Capreolus controls the random seeds used by Python and the libraries it uses (numpy, PyTorch, etc). Some CUDA operations are still non-deterministic, however, as described in PyTorch’s documentation:

One class of such CUDA functions are atomic operations, in particular atomicAdd, where the order of parallel additions to the same value is undetermined and, for floating-point variables, a source of variance in the result. … There currently is no simple way of avoiding non-determinism in these functions.
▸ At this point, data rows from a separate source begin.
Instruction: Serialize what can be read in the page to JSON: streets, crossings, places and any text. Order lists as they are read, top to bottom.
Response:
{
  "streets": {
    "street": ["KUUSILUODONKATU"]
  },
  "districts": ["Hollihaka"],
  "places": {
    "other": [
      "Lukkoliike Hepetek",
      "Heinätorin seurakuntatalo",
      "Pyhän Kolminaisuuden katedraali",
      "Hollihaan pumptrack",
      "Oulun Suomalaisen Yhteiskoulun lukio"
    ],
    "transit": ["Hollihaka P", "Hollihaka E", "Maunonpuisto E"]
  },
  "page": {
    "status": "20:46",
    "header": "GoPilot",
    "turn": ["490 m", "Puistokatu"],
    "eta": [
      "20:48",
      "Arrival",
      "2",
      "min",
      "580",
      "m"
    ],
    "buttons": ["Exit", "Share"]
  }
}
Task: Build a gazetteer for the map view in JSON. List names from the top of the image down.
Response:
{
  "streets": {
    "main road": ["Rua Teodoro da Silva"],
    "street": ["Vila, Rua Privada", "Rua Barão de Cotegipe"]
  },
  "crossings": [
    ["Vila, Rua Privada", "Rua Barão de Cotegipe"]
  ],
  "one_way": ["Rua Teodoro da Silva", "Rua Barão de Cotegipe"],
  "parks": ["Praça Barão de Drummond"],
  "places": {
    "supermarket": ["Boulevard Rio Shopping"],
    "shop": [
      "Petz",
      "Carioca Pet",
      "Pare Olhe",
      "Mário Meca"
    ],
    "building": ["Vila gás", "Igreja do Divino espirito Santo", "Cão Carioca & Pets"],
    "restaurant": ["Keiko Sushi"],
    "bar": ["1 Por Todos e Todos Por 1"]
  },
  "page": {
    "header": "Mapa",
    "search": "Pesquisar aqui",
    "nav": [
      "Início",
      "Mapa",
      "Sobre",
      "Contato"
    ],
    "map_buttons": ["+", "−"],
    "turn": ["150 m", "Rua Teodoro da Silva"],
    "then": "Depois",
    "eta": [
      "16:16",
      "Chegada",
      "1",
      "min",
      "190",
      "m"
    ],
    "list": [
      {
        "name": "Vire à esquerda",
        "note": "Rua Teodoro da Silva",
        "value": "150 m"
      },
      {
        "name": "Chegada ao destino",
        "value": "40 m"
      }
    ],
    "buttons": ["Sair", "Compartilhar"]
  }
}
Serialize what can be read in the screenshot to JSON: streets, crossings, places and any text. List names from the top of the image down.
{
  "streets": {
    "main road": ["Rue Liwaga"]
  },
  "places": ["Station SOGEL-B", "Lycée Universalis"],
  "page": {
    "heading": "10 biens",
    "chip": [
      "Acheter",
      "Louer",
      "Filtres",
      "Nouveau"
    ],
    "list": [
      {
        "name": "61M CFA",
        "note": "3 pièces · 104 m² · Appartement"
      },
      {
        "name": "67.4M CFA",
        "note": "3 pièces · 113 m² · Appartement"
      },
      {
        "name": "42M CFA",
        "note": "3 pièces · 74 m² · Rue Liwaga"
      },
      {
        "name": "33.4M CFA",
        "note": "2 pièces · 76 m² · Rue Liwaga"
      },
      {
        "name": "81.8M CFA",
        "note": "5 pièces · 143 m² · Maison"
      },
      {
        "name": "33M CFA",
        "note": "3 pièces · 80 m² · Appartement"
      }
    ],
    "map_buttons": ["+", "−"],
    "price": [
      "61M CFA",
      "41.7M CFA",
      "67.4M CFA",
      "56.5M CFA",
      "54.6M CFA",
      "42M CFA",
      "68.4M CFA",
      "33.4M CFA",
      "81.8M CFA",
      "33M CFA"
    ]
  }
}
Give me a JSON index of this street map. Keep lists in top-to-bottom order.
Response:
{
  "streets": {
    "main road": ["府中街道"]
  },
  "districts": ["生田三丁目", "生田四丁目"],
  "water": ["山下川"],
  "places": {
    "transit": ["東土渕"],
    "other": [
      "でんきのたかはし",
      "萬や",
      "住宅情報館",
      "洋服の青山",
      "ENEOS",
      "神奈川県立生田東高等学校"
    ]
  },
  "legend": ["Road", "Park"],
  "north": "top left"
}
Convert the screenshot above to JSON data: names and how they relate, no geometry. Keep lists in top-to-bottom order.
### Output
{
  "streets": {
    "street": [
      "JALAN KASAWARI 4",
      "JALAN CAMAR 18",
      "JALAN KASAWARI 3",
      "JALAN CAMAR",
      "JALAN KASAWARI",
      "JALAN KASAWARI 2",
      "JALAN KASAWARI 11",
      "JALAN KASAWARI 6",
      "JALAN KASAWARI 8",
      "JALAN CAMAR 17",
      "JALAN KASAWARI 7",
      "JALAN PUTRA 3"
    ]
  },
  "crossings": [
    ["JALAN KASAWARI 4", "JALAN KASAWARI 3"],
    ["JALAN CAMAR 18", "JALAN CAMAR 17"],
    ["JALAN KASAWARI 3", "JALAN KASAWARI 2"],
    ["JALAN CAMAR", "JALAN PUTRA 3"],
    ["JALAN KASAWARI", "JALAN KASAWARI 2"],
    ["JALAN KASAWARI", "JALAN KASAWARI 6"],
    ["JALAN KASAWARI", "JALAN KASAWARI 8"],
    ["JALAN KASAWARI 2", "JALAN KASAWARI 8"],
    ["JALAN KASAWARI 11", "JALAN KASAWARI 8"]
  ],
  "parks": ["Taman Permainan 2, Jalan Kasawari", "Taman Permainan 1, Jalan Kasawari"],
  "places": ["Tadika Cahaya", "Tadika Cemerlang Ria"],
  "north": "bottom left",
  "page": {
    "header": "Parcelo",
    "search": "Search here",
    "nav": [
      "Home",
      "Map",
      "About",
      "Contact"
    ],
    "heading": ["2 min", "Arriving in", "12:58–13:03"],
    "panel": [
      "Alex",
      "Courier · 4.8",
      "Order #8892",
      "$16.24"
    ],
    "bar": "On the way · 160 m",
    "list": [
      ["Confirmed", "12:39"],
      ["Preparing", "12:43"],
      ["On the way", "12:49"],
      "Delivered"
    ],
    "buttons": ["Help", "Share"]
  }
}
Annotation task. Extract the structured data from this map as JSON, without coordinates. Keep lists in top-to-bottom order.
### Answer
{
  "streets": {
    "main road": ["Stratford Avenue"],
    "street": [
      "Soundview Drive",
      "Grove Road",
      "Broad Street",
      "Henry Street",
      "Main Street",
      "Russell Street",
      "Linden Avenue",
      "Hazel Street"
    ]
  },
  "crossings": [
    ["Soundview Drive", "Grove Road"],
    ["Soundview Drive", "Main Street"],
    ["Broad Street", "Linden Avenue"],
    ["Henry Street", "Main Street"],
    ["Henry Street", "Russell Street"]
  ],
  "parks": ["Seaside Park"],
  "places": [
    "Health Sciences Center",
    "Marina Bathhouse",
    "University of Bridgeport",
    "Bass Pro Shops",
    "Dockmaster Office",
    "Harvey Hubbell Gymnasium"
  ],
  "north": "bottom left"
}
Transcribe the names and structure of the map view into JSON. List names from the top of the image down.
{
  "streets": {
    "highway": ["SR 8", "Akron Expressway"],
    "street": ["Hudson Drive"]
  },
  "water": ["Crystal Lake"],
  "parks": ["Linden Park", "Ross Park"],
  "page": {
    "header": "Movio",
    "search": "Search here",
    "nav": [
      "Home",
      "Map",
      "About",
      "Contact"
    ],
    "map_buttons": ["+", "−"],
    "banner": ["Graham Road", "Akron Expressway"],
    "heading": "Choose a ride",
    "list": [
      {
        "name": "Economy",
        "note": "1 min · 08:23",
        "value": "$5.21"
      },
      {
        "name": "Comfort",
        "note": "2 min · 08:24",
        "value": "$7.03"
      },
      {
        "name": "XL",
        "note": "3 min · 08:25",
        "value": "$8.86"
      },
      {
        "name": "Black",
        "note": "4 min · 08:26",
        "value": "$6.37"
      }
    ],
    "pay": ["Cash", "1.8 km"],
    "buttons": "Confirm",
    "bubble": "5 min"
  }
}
As a result of this, your results are likely to vary slightly depending on the GPU and environment used. This appears to be correlated with model complexity. In our observations, smaller models like DRMM, KNRM, and PACRR vary 1% or less across systems with different hardware (e.g., GPU and CPU generations). We note that such variation should not be statistically significant.